Deadline Approaching: CFP ‘Persistent Spaces: politics, aesthetics and topography in the eighteenth- and nineteenth-century city’
Two-day pluridisciplinary postgraduate conference, 12th-13th December 2013, Paris Diderot University
The aim of this two-day conference is to bring together young researchers to explore the city and its ideologies from a fully interdisciplinary perspective. We would like to combine approaches from the fields of literature and the arts, sociology, philosophy, law, science and engineering in order to create a dialogue between disciplines and methodologies. This conference would also establish a dialogue between the 18th and the 19th centuries. We will seek to highlight the individual specificities of these two periods, but also to understand the echoes, continuities and breaks between them. From the Enlightenment to the late nineteenth century and before urbanism was fully established as a discipline, the city was constantly being configured and reconfigured by the joint influences of architects, civil engineers, political organizations, associations and the informal ‘practices’ of inhabitants. Writers and artists also play a major part in this process, both picking up on these developments and changing them through the aesthetics they deploy. The conference will shed light on the city as a topography of struggle, a site of conflicting and interpenetrating layers, changing yet also persisting through time and space, and continually shaped by tensions between authority and resistance.
Topics may include, but are by no means limited to:
– Authority, ideology, urban planning and everyday ‘practices’
– Coherence or fragmentation of the urban space (home and workplace, centre and slums, etc.)
– Geographical juxtapositions / temporal superimpositions of spaces
– Population, mobility and living conditions
– Technological developments and urban networks
– 18th/19th century continuity and breaks
– 18th-century ideas persisting and materializing in the 19th century
– Comparisons between / specificity of London and Paris
Papers will last for 20 minutes and will be followed by 15-minute discussions.
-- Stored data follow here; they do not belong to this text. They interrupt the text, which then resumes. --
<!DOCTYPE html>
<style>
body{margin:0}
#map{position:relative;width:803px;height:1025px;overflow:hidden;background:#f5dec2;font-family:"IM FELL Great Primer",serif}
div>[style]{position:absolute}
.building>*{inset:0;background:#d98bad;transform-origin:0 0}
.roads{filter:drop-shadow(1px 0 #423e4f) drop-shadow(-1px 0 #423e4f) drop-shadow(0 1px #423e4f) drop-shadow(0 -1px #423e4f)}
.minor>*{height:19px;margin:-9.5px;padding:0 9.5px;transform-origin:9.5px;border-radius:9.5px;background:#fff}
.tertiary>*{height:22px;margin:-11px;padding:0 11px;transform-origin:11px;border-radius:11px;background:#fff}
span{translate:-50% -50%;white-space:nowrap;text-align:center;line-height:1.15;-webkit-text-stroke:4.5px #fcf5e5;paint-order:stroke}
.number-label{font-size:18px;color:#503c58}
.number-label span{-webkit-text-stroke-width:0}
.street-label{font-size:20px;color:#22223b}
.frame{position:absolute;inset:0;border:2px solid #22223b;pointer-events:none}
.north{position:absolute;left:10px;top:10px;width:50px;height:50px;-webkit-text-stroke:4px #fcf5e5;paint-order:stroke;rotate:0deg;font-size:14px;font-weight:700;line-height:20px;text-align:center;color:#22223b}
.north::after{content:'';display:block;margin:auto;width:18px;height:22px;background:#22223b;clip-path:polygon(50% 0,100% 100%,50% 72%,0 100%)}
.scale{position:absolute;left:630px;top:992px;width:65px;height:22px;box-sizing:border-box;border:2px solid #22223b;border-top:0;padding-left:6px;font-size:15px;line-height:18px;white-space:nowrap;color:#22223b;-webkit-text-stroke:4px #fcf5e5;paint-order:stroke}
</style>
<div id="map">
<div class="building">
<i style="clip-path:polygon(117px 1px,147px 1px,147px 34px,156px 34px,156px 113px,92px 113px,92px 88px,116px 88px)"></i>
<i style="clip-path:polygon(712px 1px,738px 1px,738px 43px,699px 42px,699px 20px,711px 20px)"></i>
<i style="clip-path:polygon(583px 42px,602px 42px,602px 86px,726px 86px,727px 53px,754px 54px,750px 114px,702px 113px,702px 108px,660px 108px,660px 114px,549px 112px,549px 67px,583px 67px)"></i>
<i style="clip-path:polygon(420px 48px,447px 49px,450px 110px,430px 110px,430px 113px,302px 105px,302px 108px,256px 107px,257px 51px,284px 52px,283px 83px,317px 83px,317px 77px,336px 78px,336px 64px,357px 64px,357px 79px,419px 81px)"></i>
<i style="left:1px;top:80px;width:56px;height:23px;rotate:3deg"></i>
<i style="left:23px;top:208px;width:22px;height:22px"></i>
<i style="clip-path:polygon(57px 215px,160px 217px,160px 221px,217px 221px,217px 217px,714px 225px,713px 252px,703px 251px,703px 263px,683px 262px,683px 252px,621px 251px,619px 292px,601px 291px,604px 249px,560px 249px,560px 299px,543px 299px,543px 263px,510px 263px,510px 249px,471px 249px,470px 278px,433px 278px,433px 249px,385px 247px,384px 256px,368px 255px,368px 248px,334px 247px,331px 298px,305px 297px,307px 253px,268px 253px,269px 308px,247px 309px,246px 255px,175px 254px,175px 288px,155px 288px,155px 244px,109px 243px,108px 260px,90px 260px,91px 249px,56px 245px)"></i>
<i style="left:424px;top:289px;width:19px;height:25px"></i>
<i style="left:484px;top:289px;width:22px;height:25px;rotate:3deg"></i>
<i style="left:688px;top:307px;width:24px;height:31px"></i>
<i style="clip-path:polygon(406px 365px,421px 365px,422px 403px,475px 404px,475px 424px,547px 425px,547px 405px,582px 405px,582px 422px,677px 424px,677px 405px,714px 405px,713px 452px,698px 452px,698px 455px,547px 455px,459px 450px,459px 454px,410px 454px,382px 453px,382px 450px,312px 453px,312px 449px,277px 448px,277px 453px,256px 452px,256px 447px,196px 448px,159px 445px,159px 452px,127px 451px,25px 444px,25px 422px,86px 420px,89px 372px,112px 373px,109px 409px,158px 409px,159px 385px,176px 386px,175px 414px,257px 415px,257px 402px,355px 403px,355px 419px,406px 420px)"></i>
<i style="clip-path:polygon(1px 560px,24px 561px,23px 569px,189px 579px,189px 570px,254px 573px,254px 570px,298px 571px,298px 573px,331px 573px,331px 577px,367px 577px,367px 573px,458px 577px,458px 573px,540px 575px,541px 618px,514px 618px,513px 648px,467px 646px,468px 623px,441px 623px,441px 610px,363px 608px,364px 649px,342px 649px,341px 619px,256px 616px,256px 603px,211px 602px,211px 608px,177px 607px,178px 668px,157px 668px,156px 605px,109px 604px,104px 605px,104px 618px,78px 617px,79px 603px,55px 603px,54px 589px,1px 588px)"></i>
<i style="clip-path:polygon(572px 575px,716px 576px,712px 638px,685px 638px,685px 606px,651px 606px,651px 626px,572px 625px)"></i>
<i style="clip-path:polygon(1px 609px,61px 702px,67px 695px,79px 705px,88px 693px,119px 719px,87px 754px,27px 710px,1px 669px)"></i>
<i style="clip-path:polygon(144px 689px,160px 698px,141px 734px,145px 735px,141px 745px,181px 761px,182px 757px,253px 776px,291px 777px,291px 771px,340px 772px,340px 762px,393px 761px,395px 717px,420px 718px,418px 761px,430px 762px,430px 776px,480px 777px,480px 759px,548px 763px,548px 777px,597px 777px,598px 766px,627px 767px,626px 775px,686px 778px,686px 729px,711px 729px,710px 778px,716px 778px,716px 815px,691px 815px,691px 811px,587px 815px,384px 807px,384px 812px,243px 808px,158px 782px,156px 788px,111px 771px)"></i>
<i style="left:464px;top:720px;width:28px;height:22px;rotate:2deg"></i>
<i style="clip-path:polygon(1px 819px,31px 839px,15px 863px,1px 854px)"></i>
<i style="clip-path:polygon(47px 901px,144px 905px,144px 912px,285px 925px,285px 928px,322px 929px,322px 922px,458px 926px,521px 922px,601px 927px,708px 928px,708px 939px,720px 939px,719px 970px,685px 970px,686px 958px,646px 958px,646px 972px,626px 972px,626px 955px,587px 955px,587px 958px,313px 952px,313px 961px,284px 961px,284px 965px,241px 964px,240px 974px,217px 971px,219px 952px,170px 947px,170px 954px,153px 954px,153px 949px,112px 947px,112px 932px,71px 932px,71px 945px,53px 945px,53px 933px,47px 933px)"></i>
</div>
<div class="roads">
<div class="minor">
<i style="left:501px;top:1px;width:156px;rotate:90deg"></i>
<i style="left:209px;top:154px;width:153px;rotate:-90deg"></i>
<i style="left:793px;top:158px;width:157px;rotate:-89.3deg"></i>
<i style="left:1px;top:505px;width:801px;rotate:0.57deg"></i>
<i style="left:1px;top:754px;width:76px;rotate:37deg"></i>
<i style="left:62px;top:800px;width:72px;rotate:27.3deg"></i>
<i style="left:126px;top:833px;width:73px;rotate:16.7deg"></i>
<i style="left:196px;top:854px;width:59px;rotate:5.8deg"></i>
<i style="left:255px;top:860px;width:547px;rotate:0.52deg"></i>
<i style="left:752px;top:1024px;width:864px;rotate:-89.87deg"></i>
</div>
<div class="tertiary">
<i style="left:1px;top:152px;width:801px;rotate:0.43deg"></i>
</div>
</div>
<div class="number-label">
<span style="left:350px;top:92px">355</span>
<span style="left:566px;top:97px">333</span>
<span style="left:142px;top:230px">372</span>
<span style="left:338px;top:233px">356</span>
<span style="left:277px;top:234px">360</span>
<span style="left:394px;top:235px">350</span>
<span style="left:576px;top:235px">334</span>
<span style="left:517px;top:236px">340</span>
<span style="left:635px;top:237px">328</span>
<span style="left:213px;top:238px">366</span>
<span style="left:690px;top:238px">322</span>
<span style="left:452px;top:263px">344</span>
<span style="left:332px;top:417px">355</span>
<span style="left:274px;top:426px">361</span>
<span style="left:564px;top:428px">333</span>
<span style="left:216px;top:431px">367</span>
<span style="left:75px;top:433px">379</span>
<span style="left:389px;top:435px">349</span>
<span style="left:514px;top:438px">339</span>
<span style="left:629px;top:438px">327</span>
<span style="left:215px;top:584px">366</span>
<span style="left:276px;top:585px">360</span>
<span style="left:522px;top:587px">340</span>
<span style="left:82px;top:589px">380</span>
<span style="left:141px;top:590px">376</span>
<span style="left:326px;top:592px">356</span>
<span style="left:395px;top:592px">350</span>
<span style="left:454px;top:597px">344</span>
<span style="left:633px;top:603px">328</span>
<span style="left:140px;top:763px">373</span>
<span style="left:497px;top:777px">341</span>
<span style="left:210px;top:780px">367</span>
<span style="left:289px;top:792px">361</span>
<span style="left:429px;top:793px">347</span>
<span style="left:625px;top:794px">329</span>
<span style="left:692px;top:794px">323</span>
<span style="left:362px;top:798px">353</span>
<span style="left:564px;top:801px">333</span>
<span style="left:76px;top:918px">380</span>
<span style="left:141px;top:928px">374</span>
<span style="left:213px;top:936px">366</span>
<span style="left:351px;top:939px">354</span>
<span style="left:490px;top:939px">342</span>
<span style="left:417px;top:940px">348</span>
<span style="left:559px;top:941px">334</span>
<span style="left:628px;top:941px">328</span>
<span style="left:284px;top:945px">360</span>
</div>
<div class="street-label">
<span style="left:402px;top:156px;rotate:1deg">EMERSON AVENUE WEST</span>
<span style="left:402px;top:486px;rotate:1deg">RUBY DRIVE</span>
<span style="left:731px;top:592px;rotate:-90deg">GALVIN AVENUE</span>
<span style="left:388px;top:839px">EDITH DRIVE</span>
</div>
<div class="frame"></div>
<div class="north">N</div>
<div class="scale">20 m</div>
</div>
The two keynote speakers will be:
– Lynda Nead (Birkbeck College)
– Stéphane Van Damme (Sciences Po Paris)
Abstracts no longer than 300 words should be sent to Clemence Follea (email@example.com) or Clement Martin (firstname.lastname@example.org) by October 13th, 2013, along with a brief biographical note, which should not exceed 50 words.
The conference will take place at Paris Diderot University (Paris, 13e arrondissement).
This event is supported by the Laboratoire de Recherches sur les Cultures Anglophones (Université Paris Diderot).